Luego, sin poderse contener, se echó a reír nerviosamente al darse cuenta de la cara de preocupación que puse yo al apuntar ella aquella idea.

—¿Para que haga salir al regimiento en nuestra busca? —le pregunté.

—Ya es demasiado tarde para esto. Mi idea es que, si le aviso que estoy sana y salva, que no he sido capturada por los montañeses, no tendremos necesidad de correr el riesgo de desnucarnos haciendo galopar a nuestros caballos para volver a casa.

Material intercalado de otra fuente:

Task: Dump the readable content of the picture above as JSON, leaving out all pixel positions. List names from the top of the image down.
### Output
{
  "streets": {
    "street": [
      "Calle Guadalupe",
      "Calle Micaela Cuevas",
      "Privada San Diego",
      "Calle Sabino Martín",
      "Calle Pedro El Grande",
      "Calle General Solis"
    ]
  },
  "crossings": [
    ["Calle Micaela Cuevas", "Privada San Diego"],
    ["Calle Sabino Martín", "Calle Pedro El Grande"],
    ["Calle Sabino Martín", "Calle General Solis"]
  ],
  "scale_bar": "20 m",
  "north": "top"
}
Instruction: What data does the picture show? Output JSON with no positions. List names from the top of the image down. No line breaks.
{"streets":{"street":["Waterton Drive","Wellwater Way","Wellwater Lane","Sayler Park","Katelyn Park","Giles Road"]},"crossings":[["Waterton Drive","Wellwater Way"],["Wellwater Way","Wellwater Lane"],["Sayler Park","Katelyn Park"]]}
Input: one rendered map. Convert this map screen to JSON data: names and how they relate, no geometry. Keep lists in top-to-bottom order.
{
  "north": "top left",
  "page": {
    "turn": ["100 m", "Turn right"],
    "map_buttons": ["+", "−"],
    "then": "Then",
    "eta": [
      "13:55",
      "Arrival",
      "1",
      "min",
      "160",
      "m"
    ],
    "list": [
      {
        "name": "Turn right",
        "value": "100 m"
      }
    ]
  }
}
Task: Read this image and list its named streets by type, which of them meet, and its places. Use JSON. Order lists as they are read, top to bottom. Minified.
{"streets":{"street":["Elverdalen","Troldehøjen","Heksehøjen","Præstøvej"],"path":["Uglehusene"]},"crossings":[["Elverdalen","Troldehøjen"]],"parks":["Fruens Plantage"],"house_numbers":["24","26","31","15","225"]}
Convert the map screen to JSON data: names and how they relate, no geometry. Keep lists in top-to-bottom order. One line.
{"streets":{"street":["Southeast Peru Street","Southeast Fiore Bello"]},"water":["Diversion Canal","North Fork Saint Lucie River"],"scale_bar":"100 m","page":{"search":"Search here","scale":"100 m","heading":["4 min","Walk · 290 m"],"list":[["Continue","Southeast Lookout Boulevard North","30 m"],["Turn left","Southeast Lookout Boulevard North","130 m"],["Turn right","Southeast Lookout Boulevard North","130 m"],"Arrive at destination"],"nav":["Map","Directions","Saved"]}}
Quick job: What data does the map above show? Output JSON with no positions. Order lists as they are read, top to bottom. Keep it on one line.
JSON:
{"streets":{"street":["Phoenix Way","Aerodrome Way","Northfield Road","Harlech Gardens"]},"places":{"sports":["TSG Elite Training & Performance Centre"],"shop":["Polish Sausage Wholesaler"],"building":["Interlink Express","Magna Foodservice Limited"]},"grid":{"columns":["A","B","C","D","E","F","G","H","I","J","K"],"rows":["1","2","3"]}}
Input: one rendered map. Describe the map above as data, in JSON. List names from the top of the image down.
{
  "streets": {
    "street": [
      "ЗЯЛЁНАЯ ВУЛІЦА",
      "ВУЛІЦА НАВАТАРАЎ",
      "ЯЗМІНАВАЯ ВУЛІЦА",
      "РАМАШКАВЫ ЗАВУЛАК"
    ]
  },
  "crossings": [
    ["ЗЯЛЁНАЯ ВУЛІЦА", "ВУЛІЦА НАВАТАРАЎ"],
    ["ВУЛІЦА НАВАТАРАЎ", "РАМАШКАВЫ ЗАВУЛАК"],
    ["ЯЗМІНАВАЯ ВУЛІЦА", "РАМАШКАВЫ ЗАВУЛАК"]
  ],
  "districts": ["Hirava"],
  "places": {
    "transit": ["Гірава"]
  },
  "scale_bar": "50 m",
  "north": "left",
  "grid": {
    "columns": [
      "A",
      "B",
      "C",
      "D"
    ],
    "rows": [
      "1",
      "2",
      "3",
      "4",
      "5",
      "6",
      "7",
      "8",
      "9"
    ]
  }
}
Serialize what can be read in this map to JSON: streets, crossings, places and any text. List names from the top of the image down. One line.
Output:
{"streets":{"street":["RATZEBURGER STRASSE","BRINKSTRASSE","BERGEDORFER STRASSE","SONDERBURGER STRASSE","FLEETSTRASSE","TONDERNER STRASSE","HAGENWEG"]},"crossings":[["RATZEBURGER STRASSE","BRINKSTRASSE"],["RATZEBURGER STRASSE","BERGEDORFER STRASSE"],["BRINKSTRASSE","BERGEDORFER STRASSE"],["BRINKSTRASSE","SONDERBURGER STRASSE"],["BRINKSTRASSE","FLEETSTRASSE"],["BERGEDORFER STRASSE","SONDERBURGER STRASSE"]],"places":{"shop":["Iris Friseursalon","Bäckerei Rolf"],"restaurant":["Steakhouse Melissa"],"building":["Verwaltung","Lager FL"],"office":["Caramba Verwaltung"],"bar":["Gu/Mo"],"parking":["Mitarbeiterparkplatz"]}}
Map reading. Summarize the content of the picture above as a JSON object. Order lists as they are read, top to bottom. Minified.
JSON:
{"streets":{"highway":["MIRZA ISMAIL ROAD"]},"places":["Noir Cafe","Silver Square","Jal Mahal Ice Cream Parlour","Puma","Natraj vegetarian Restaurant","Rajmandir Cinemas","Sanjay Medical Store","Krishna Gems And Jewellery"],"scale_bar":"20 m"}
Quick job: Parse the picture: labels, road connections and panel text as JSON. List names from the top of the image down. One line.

—¿No le puedes escribir unas líneas?

—Sí, si las haces entregar por tu sais. No puedo enviar a Hamyd, porque no querría ir. Esto sería contra sus principios, a pesar de que no hay ningún peligro en esta parte del río. Además, quiero que nos acompañe cuando nos vayamos de aquí.

—Mandaré a Abdullah, que estará encantado de entregar la misiva porque aprovechará el viaje para quedarse un rato en la casa de té.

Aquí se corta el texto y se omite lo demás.